A1 Refereed original research article in a scientific journal

Dopamine transporter binding in symptomatic controls and healthy volunteers: Considerations for neuroimaging trials




AuthorsHonkanen Emma A., Eklund Mikael, Nuuttila Simo, Noponen Tommi, Jaakkola Elina, Mäkinen Elina, Hirvilammi Risto, Seppänen Marko, Lindholm Kari, Scheperjans Filip, Parkkola Riitta, Joutsa Juho, Varrone Andea, Kaasinen Valtteri

PublisherElsevier Inc.

Publication year2021

JournalNeuroImage: Clinical

Journal name in sourceNeuroImage: Clinical

Article number102807

Volume32

eISSN2213-1582

DOIhttps://doi.org/10.1016/j.nicl.2021.102807

Web address https://www.sciencedirect.com/science/article/pii/S2213158221002515?via%3Dihub

Self-archived copy’s web addresshttps://research.utu.fi/converis/portal/detail/Publication/67364079


Abstract

Objective

To evaluate possible differences between brain dopamine transporter (DAT) binding in a group of symptomatic parkinsonism patients without dopaminergic degeneration and healthy individuals.

Background

Dopaminergic neuroimaging studies of Parkinson’s disease (PD) have often used control groups formed from symptomatic patients with apparently normal striatal dopamine function.
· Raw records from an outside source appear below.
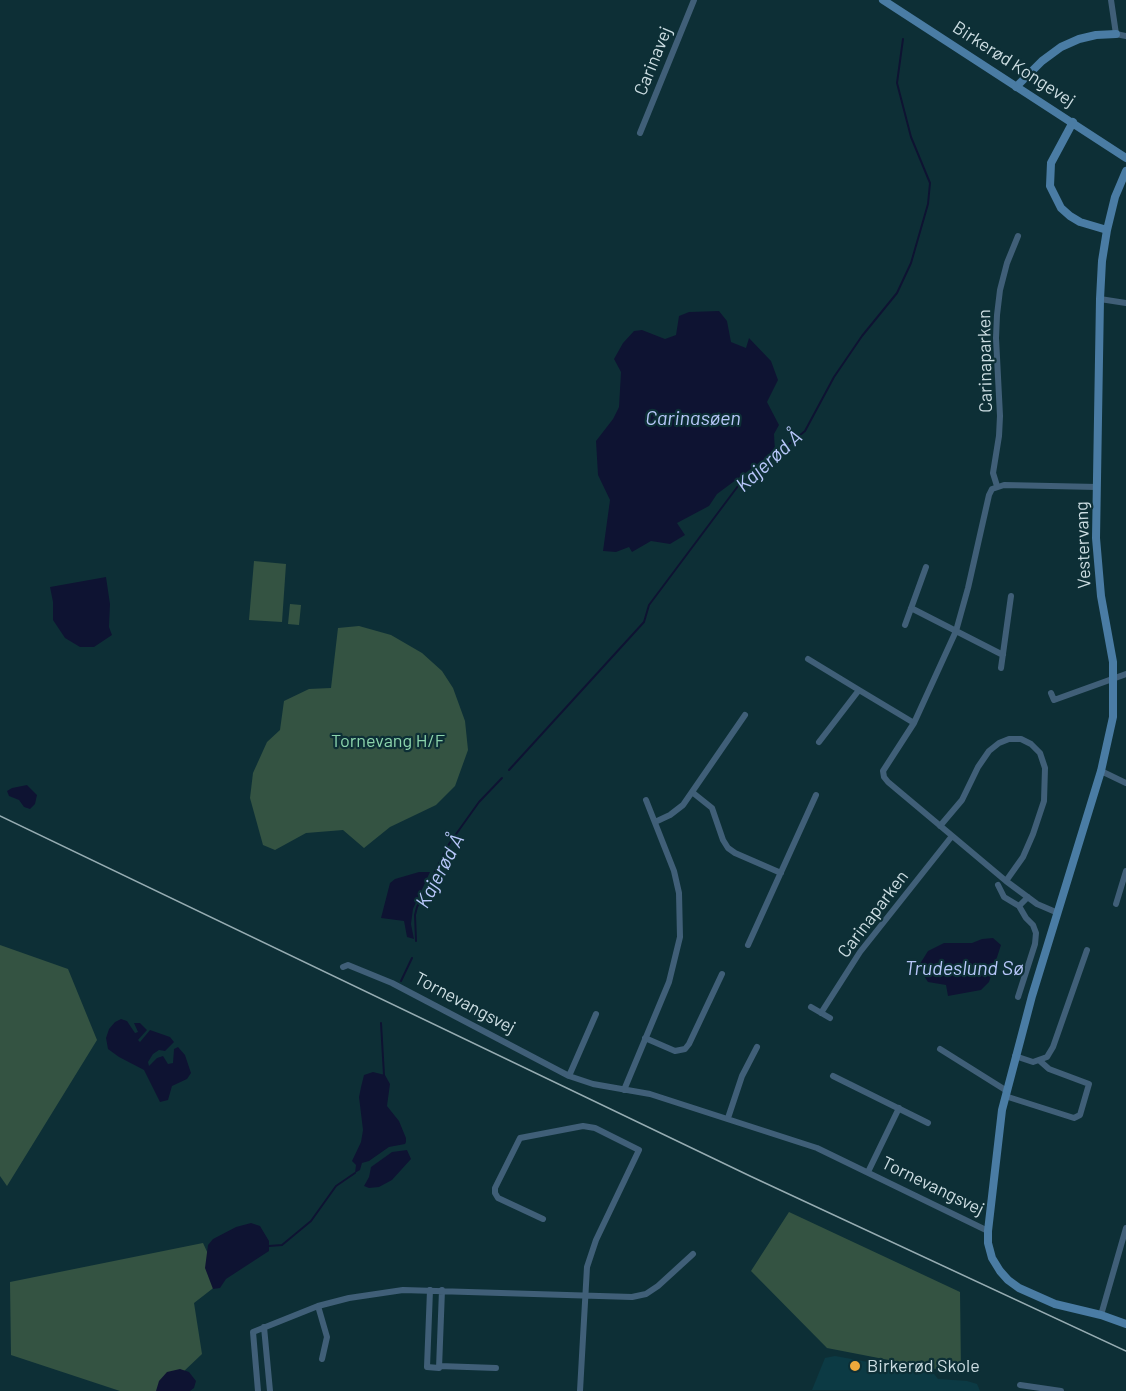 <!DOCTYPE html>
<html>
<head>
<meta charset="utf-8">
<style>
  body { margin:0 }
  canvas { display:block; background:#0d2f36 }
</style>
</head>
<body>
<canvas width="1126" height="1391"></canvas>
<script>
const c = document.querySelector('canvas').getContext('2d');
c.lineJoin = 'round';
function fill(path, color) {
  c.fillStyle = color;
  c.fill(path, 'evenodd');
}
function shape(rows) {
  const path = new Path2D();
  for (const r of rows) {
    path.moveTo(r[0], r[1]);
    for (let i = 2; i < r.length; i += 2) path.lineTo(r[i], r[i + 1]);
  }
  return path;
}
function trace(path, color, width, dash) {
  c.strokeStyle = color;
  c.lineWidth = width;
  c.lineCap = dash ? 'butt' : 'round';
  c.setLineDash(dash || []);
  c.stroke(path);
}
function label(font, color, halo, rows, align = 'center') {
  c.font = font + ' Barlow,sans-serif';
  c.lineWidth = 4.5;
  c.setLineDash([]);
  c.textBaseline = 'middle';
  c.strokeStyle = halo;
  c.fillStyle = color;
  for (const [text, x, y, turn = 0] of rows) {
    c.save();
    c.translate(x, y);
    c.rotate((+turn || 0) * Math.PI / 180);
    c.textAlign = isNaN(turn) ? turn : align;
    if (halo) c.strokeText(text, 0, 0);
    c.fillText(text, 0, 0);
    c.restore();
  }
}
const built = shape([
  [835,1356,934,1374,938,1379,967,1381,977,1384,980,1391,812,1390,825,1358]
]);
const green = shape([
  [254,561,286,564,282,622,249,620],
  [290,604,301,605,299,625,288,624],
  [359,626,391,635,422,653,442,671,453,688,465,721,468,750,455,786,436,805,390,827,364,848,343,830,306,833,275,850,263,845,250,798,253,773,267,742,280,730,284,701,309,689,331,688,338,628],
  [0,945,68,969,97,1040,7,1186,0,1176],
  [789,1212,960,1292,961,1374,827,1348,751,1271],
  [203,1243,221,1282,194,1303,202,1354,163,1391,120,1391,11,1355,10,1282]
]);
const water = shape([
  [719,311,727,321,731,342,746,348,749,338,771,361,778,380,767,402,779,425,774,434,775,451,717,494,709,506,677,523,685,535,670,544,651,541,632,552,629,547,616,552,603,551,610,500,598,475,596,441,613,419,619,407,621,372,614,359,623,343,634,331,642,330,665,339,676,335,679,316,689,312],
  [106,577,110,604,109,627,112,635,94,647,80,647,65,638,53,620,53,602,50,587],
  [27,785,37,795,35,804,30,809,24,807,19,800,9,796,7,791,12,788],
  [419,872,430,872,413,909,411,924,414,939,407,937,404,921,381,918,390,883,395,879],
  [993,938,1001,945,989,982,981,990,948,996,946,985,928,982,918,967,928,951,944,943,972,943,982,939],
  [121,1019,127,1021,135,1033,138,1032,134,1023,140,1023,147,1030,138,1040,140,1042,150,1030,170,1037,174,1042,165,1051,159,1050,153,1054,148,1062,149,1066,157,1058,163,1056,168,1064,173,1063,174,1049,178,1047,185,1055,191,1073,187,1079,172,1086,168,1100,160,1102,144,1070,119,1057,108,1049,106,1038,109,1029,115,1022],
  [373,1072,385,1075,390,1084,387,1106,399,1121,406,1138,406,1142,405,1144,389,1147,369,1161,362,1163,360,1170,355,1173,356,1165,352,1161,361,1142,363,1130,359,1097,361,1087,364,1075],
  [407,1150,411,1159,392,1180,379,1187,369,1188,364,1186,369,1177,371,1167,392,1152],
  [251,1223,260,1226,269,1241,269,1251,226,1279,220,1288,213,1289,205,1268,208,1245,213,1239,236,1227],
  [180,1369,189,1372,196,1381,194,1388,190,1391,156,1391,159,1381,167,1372]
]);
const stream = shape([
  [509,770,644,622,649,605,738,486,805,431,834,377,862,336,897,293,911,263,928,204,930,183,911,137,897,83,903,39],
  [416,941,415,915,417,907,449,844,479,802,502,778],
  [401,981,412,958],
  [381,1023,384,1075],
  [269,1246,282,1245,311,1221,336,1186,355,1173]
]);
const street = shape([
  [1111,0,1116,34,1126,36],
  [640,133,694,0],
  [1100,299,1126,303],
  [997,486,993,473,999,436,1000,416,996,338,997,315,1000,290,1007,263,1018,236],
  [911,608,1003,655],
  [905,625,926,567],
  [808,659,859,690],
  [1001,668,1011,596],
  [1051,693,1054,700,1126,674],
  [819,742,859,690,914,723],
  [1101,771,1126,783],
  [692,792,712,808,723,840,728,848,735,853,781,873],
  [655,822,670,815,683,805,745,715],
  [940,826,962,800,978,767,989,751,999,743,1009,739,1021,739,1031,744,1040,753,1045,768,1044,801,1033,834,1023,857,1006,881],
  [998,885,1004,897,1019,906,1028,897],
  [1116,904,1126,871],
  [1058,913,1037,904,1006,881,888,782,884,777,883,771,914,723,956,631,968,588,989,495,992,489,1004,485,1097,487],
  [748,945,816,795],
  [343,967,348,965,392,983,569,1076,593,1084,650,1094,817,1148,988,1231],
  [1018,997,1035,944,1036,933,1033,925,1026,918,1019,906],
  [811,1007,830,1018],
  [821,1013,860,952,952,836],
  [645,1038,675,1051,685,1049,689,1044,722,974],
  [940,1049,1007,1091],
  [1015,1056,1033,1062,1047,1057,1053,1047,1087,950],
  [569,1076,596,1014],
  [833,1076,928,1123],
  [624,1090,669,982,680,937,679,893,674,871,646,800],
  [1005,1096,1074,1118,1080,1115,1089,1084,1049,1069,1040,1061],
  [728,1118,742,1076,757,1047],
  [868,1172,899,1108],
  [543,1219,498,1198,495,1193,495,1188,520,1138,583,1126,595,1128,639,1150,596,1240,587,1267,580,1391],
  [430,1290,427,1367,439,1368,442,1290],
  [318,1306,327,1337,322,1359],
  [1101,1315,1126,1228],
  [264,1327,270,1391],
  [439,1366,496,1368],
  [1020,1385,1061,1391],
  [258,1391,253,1332,318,1306,349,1298,403,1290,632,1297,646,1294,658,1286,693,1254]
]);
const secondary = shape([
  [883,0,1126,158],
  [1016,87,1042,61,1061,47,1079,39,1096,35,1116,34],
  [1073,122,1051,163,1050,186,1061,208,1070,216,1080,222,1107,230],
  [1126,171,1115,197,1107,230,1102,261,1100,299,1096,538,1101,596,1113,662,1113,717,1101,771,1032,996,1002,1110,988,1231,988,1243,992,1258,1000,1271,1008,1280,1019,1288,1055,1304,1101,1315,1126,1324]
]);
const tram = shape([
  [0,816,750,1176,1126,1351]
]);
const markers = [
  [855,1366,6,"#eda83b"]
];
const streetNames = [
  ["Carinavej",653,61,-68],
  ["Birkerød Kongevej",1014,64,33],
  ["Carinaparken",985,361,-91],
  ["Vestervang",1083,545,-92],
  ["Carinaparken",873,914,-53],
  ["Tornevangsvej",465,1003,28],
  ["Tornevangsvej",933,1186,26]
];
const parkNames = [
  ["Tornevang H/F",388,741]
];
const poiNames = [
  ["Birkerød Skole",867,1366]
];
const waterNames = [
  ["Carinasøen",693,418],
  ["Kajerød Å",769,461,-42],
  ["Kajerød Å",440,871,-62],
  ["Trudeslund Sø",964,968]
];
fill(built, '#0c3a44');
fill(green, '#345342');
fill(water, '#0e1332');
trace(stream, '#0e1332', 2);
trace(street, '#405f78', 6);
trace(secondary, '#4a7ca4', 8);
trace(tram, '#96acb2', 1.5);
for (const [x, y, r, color] of markers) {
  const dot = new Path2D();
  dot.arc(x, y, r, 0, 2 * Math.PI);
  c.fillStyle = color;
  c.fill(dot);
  trace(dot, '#0d2f36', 2);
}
label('18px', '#ccdde2', '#0d2f36', streetNames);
label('18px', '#8cd4ac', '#0d2f36', parkNames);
label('18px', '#ccdde2', '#0d2f36', poiNames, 'left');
label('italic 20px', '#b8c7fa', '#0d2f36', waterNames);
</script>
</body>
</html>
We sought to investigate whether symptomatic patients can be used to represent dopaminergically normal healthy controls.

Methods

Forty healthy elderly individuals were scanned with DAT [123I]FP-CIT SPECT and compared to 69 age- and sex-matched symptomatic patients with nondegenerative conditions (including essential tremor, drug-induced parkinsonism and vascular parkinsonism). An automated region-of-interest based analysis of the caudate nucleus and the anterior/posterior putamen was performed. Specific binding ratios (SBR = [ROI-occ]/occ) were compared between the groups.

Results

DAT binding in symptomatic patients was 8.6% higher in the posterior putamen than in healthy controls (p = 0.03). Binding correlated negatively with age in both groups but not with motor symptom severity, cognitive function or depression ratings.

Conclusions

Putaminal DAT binding, as measured with [123I]FP-CIT SPECT, was higher in symptomatic controls than in healthy individuals. The reason for the difference is unclear but can include selection bias when DAT binding is used to aid clinical diagnosis and possible self-selection bias in healthy volunteerism. This effect should be taken into consideration when designing and interpreting neuroimaging trials investigating the dopamine system with [123I]FP-CIT SPECT.